Parson's original stay-at-home order was set to expire on Friday, April 24. Despite the extension, lawmakers are still planning to return to the capitol on Monday, April 27, to work on the state budget.
City, county to reconsider next month
In addition to extending St. Louis’ order indefinitely, Krewson is asking, though not requiring, that businesses that remain open provide protective equipment like masks and gloves to their employees. The city is also asking people to wear masks when they go out in public.
“I recognize that these orders have been very disruptive for folks, inconvenient for folks, and quite frankly downright devastating for businesses and for our workers,” Krewson said. “Our early preventative measures are helping. But we are still a ways away from being able to say that we have flattened the curve."

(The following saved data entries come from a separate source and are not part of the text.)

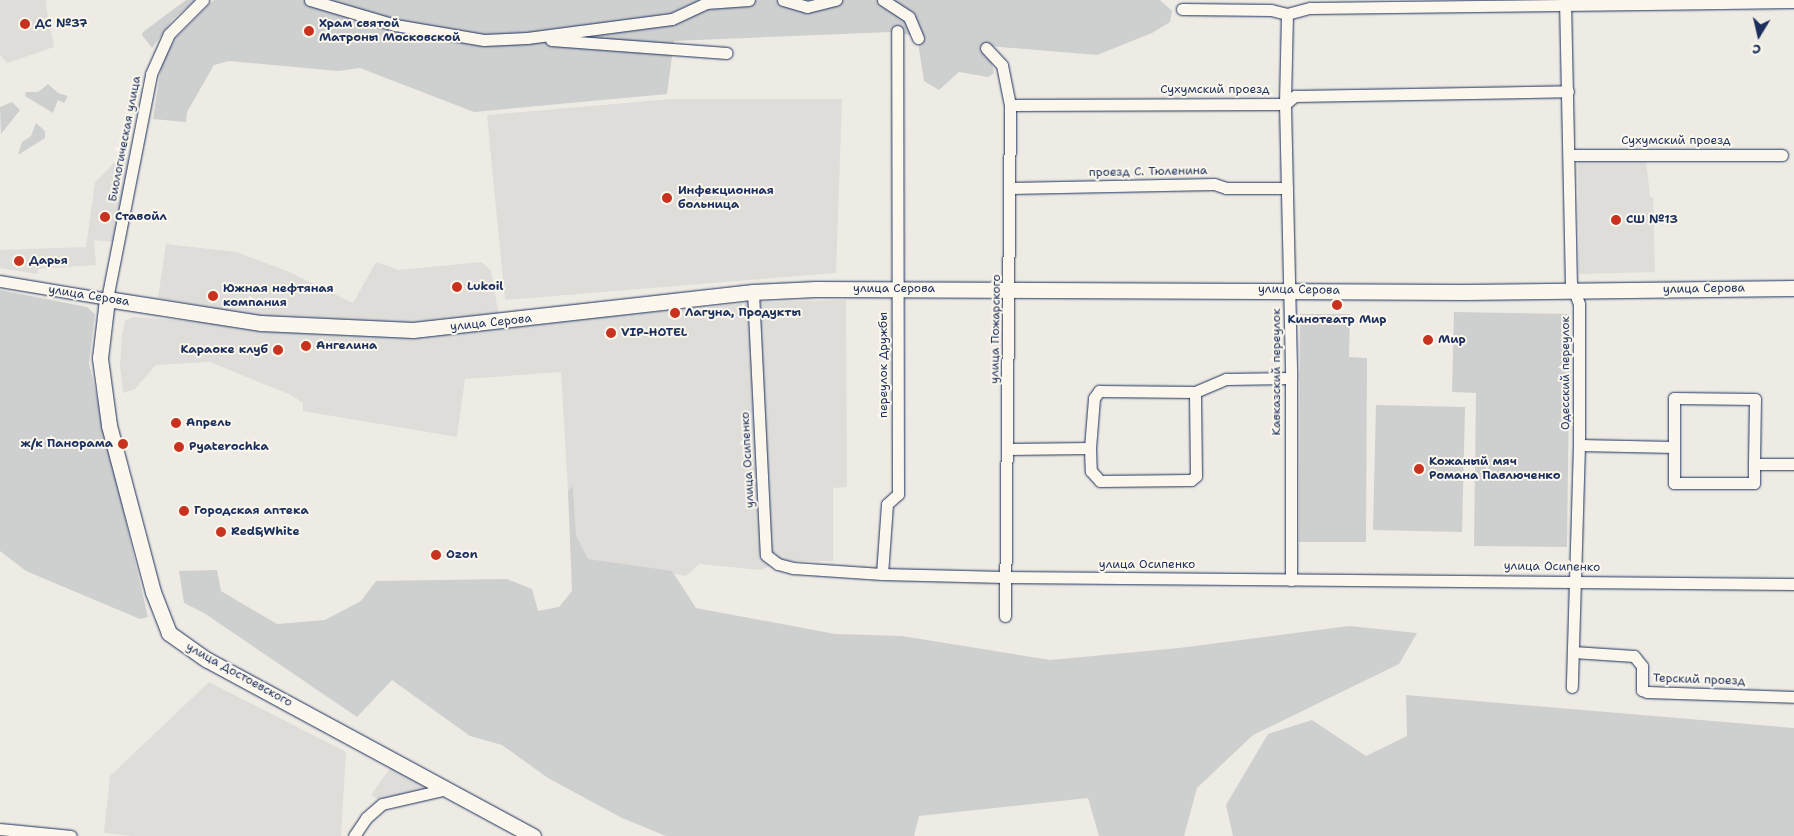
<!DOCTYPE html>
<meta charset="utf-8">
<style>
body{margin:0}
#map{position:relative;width:1794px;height:836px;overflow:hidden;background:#eeebe4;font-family:"Shantell Sans",sans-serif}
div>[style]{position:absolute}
.built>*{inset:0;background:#deddda}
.green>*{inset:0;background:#cecfcf}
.roads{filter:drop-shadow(0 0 1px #1b2f5e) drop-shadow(0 0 1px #1b2f5e)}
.minor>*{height:11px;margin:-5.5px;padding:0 5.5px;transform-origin:5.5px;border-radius:5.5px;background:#fbf7ec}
.major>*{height:15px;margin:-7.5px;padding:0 7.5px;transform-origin:7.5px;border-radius:7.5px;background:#fbf7ec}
.dots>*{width:14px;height:14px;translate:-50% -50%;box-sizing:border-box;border:2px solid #fbf7ec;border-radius:50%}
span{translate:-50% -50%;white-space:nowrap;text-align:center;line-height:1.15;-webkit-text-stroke:4px #fbf7ec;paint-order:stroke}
.poi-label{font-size:12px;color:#1b2f5e;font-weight:700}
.left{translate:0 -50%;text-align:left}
.right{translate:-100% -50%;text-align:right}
.street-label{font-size:12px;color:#1b2f5e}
.north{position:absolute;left:1734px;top:10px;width:50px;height:50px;-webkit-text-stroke:4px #fbf7ec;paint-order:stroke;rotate:189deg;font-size:14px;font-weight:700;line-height:20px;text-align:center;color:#1b2f5e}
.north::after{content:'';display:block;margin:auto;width:18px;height:22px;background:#1b2f5e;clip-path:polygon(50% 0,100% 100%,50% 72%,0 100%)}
</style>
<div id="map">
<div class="built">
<i style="clip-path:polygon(0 0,48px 0,45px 1px,54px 47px,7px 63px,0 55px)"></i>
<i style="clip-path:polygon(671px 99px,842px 99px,836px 273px,505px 300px,487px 115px)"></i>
<i style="clip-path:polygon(119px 158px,131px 159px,115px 242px,94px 240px,96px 265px,39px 269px,37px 274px,0 268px,0 250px,86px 247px,95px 182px)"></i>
<i style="clip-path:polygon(1578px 159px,1646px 159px,1650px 197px,1653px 197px,1655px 272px,1579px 274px)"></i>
<i style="clip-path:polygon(166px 244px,236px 252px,287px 271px,353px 303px,376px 262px,399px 270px,481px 262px,491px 270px,499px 317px,404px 323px,270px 318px,158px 298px)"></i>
<i style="clip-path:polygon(846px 300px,847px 487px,833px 488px,833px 561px,780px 561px,761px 570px,699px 564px,686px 576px,588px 559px,576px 535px,573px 487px,568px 491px,561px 372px,465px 379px,457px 437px,303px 411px,303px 403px,291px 395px,210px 362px,156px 365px,135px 389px,123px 393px,120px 366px,122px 335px,125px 321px,133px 317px,215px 323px,508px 326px,759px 302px)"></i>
<i style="clip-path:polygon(209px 682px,346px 752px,341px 836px,132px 836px,104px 833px,110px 776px)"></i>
<i style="clip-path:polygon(391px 767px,424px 786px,423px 791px,380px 800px,371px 795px)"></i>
</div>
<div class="green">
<i style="clip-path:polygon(186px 0,195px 0,173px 19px,152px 48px,142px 35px,143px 32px)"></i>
<i style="clip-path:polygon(214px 0,1160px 0,1172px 11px,1170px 22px,1152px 33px,1097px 55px,988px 46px,980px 50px,990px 55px,994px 73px,988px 77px,959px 72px,939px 90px,924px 81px,917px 36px,891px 32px,674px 41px,667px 94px,474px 112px,360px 68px,338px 71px,229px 61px,214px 65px,187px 112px,186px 122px,153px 119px,162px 61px,175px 39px)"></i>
<i style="clip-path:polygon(48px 84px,58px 93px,68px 96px,64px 103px,58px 100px,53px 113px,25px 96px,26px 92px,38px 92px)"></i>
<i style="clip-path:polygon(12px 102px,20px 110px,1px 134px,0 107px)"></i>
<i style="clip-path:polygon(36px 123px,45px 131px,45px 138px,18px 155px,22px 142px,31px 136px)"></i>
<i style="clip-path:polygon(0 290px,87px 307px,95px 314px,89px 363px,148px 617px,140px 619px,26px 571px,0 551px)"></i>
<i style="clip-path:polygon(1454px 312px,1570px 314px,1567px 547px,1474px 546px,1476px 393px,1452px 392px)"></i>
<i style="clip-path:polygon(1300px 314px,1350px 314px,1349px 357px,1367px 358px,1366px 542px,1299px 542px)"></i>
<i style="clip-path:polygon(1376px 405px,1465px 407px,1462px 532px,1373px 530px)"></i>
<i style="clip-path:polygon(573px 486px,576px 535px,588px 559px,672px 571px,696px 608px,835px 634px,902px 636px,1050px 660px,1179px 648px,1349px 626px,1417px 633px,1399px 664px,1253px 735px,1197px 788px,1184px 836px,1099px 836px,1088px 798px,919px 816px,914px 836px,666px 836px,622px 818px,548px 778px,502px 745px,470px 736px,392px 680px,357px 717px,204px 613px,184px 603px,179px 571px,217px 570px,221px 591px,277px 624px,325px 620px,361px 601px,376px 581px,507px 579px,532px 589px,538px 611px,559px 607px,572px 591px,568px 491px)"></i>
<i style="clip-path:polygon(1406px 695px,1794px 728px,1794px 836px,1233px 836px,1226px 805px,1268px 734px,1312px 720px,1366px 756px,1407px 736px)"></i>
</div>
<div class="roads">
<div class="minor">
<i style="left:310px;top:0;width:89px;rotate:16.4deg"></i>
<i style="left:395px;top:25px;width:90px;rotate:9.6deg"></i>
<i style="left:484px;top:40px;width:43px;rotate:-2.7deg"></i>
<i style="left:527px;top:38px;width:146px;rotate:-7.5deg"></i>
<i style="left:672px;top:19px;width:38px;rotate:-25deg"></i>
<i style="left:706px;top:3px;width:43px;rotate:-4deg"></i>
<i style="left:783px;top:0;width:25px;rotate:16deg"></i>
<i style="left:807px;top:7px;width:30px;rotate:-14deg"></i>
<i style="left:883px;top:0;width:31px;rotate:33deg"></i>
<i style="left:909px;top:17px;width:23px;rotate:67deg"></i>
<i style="left:1565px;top:0;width:283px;rotate:88.8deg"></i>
<i style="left:1571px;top:283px;width:22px;rotate:69deg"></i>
<i style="left:1579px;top:304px;width:141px;rotate:90deg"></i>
<i style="left:1579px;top:445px;width:242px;rotate:91.7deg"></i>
<i style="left:1182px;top:9px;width:89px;rotate:0.6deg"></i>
<i style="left:1271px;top:10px;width:16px;rotate:14deg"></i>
<i style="left:1287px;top:14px;width:24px;rotate:-15deg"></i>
<i style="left:1310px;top:8px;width:484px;rotate:-0.7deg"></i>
<i style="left:1287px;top:14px;width:90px;rotate:91.3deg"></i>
<i style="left:1285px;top:104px;width:274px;rotate:88.7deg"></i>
<i style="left:1291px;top:378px;width:202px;rotate:90deg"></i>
<i style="left:551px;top:40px;width:176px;rotate:4.2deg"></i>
<i style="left:986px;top:48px;width:23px;rotate:47deg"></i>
<i style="left:1002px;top:65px;width:41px;rotate:78.7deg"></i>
<i style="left:1010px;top:105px;width:511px;rotate:90.56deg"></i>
<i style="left:1010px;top:105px;width:275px;rotate:-0.2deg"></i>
<i style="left:1285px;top:104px;width:13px;rotate:-39deg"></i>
<i style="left:1295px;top:96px;width:273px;rotate:-1deg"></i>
<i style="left:1571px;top:155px;width:211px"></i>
<i style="left:1010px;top:188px;width:204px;rotate:-1.1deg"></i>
<i style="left:1214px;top:184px;width:13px;rotate:18deg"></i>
<i style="left:1226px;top:188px;width:61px"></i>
<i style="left:0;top:281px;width:109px;rotate:9.5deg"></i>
<i style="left:107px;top:299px;width:229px;rotate:-78.9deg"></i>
<i style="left:151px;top:74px;width:44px;rotate:-65.8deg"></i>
<i style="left:169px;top:34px;width:48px;rotate:-45deg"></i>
<i style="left:753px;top:292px;width:263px;rotate:87.2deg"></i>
<i style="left:766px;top:555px;width:15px;rotate:37deg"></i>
<i style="left:778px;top:564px;width:16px;rotate:15deg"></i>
<i style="left:793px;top:568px;width:89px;rotate:3.9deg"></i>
<i style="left:882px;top:574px;width:122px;rotate:1.4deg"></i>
<i style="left:1004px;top:577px;width:790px;rotate:0.51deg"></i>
<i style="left:1579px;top:445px;width:95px;rotate:1.2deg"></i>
<i style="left:1674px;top:447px;width:49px;rotate:-90deg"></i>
<i style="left:1674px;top:398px;width:81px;rotate:0.7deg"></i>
<i style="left:1755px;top:399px;width:65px;rotate:90.9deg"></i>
<i style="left:1754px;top:464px;width:40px"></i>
<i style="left:1674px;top:447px;width:36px;rotate:90deg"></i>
<i style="left:1674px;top:483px;width:80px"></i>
<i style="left:1754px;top:483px;width:19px;rotate:-90deg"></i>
<i style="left:1090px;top:448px;width:23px;rotate:88deg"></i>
<i style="left:1091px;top:471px;width:13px;rotate:48deg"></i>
<i style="left:1100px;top:481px;width:91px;rotate:-0.6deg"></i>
<i style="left:1191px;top:480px;width:6px;rotate:-39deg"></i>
<i style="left:1196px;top:476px;width:84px;rotate:-90.7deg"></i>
<i style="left:1007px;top:449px;width:83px;rotate:-0.7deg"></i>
<i style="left:1090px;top:448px;width:50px;rotate:-85.4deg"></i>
<i style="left:1094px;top:398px;width:9px;rotate:-54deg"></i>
<i style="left:1099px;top:391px;width:96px;rotate:0.6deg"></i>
<i style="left:1195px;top:392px;width:34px;rotate:-23deg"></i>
<i style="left:1226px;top:379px;width:65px;rotate:-0.9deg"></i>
<i style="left:882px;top:574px;width:70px;rotate:-85.9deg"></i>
<i style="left:887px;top:504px;width:15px;rotate:-42deg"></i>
<i style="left:898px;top:494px;width:463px;rotate:-90.1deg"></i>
<i style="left:1573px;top:652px;width:61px;rotate:3.8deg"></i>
<i style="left:1634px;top:656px;width:13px;rotate:51deg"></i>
<i style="left:1642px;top:666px;width:24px;rotate:90deg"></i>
<i style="left:1642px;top:690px;width:5px;rotate:22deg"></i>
<i style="left:1647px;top:692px;width:147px;rotate:1.9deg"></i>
<i style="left:0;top:829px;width:71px;rotate:5.6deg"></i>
<i style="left:354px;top:836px;width:22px;rotate:-56deg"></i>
<i style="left:366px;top:818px;width:21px;rotate:-41deg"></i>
<i style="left:382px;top:804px;width:67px;rotate:-13deg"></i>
</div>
<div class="major">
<i style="left:533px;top:836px;width:370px;rotate:-151.6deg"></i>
<i style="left:207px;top:660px;width:47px;rotate:-144.6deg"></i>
<i style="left:169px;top:633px;width:44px;rotate:-111.3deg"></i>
<i style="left:153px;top:592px;width:173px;rotate:-104.8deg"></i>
<i style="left:109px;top:425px;width:68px;rotate:-97.7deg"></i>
<i style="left:100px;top:358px;width:59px;rotate:-83.2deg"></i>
<i style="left:107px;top:299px;width:156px;rotate:8.9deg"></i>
<i style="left:261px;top:323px;width:152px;rotate:2.6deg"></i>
<i style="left:413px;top:330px;width:342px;rotate:-6.4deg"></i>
<i style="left:753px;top:292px;width:63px;rotate:-2.7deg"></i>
<i style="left:816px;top:289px;width:649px;rotate:0.26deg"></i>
<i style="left:1465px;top:292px;width:329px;rotate:-0.7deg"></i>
</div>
</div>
<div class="dots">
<i style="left:25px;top:24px;background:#c8321e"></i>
<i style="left:309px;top:31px;background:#c8321e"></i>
<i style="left:667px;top:198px;background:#c8321e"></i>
<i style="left:105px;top:217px;background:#c8321e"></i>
<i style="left:1616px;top:220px;background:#c8321e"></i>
<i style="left:19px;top:261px;background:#c8321e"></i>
<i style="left:457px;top:287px;background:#c8321e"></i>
<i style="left:213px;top:296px;background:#c8321e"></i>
<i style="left:1337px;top:305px;background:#c8321e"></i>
<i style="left:675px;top:313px;background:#c8321e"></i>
<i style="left:611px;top:333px;background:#c8321e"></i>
<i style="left:1428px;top:340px;background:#c8321e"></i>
<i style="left:306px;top:346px;background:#c8321e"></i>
<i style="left:278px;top:350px;background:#c8321e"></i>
<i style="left:176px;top:423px;background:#c8321e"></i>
<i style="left:123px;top:444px;background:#c8321e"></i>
<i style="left:179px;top:447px;background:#c8321e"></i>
<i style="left:1419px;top:469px;background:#c8321e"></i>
<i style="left:184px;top:511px;background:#c8321e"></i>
<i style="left:221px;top:532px;background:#c8321e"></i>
<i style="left:436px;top:555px;background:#c8321e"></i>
</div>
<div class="poi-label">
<span class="left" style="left:35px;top:24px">ДС №37</span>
<span class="left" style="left:319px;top:31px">Храм святой<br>Матроны Московской</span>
<span class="left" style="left:678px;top:198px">Инфекционная<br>больница</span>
<span class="left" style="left:115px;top:217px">Ставойл</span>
<span class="left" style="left:1626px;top:220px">СШ №13</span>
<span class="left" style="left:29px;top:261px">Дарья</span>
<span class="left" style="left:467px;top:287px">Lukoil</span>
<span class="left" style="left:223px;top:296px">Южная нефтяная<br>компания</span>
<span class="left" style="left:685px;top:313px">Лагуна, Продукты</span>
<span style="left:1337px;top:320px">Кинотеатр Мир</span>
<span class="left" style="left:621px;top:333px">VIP-HOTEL</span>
<span class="left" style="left:1438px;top:340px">Мир</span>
<span class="left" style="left:316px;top:346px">Ангелина</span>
<span class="right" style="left:268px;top:350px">Караоке клуб</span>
<span class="left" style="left:186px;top:423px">Апрель</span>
<span class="right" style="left:113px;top:444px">ж/к Панорама</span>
<span class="left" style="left:189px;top:447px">Pyaterochka</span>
<span class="left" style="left:1429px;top:469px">Кожаный мяч<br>Романа Павлюченко</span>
<span class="left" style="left:194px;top:511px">Городская аптека</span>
<span class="left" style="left:231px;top:532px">Red&amp;White</span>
<span class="left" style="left:446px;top:555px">Ozon</span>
</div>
<div class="street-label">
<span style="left:1215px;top:90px">Сухумский проезд</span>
<span style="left:125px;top:139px;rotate:-79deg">Биологическая улица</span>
<span style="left:1676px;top:141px">Сухумский проезд</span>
<span style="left:1148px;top:172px;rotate:-1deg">проезд С. Тюленина</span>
<span style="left:894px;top:289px">улица Серова</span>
<span style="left:1704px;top:289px;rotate:-1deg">улица Серова</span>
<span style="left:1299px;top:290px;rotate:1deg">улица Серова</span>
<span style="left:89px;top:296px;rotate:9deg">улица Серова</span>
<span style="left:491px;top:323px;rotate:-6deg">улица Серова</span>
<span style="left:996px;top:329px;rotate:-89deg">улица Пожарского</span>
<span style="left:884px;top:365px;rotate:-90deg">переулок Дружбы</span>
<span style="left:1277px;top:372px;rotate:-90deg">Кавказский переулок</span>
<span style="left:1566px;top:373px;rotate:-90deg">Одесский переулок</span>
<span style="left:748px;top:460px;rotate:-93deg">улица Осипенко</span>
<span style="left:1147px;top:565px">улица Осипенко</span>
<span style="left:1552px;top:567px;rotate:1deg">улица Осипенко</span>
<span style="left:239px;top:675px;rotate:29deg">улица Достоевского</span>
<span style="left:1699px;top:680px;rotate:2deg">Терский проезд</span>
</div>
<div class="north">С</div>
</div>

Krewson and Page say they will re-evaluate in mid-May.
“If we ease our stay-at-home order too soon, then we could rebound and be in a much more difficult and precarious position than we are currently,” Page said at a briefing with reporters on Wednesday. “Our social distancing measures are working, but we’re not there yet.”
An order in St. Charles County, which does not close businesses, also remains in effect indefinitely.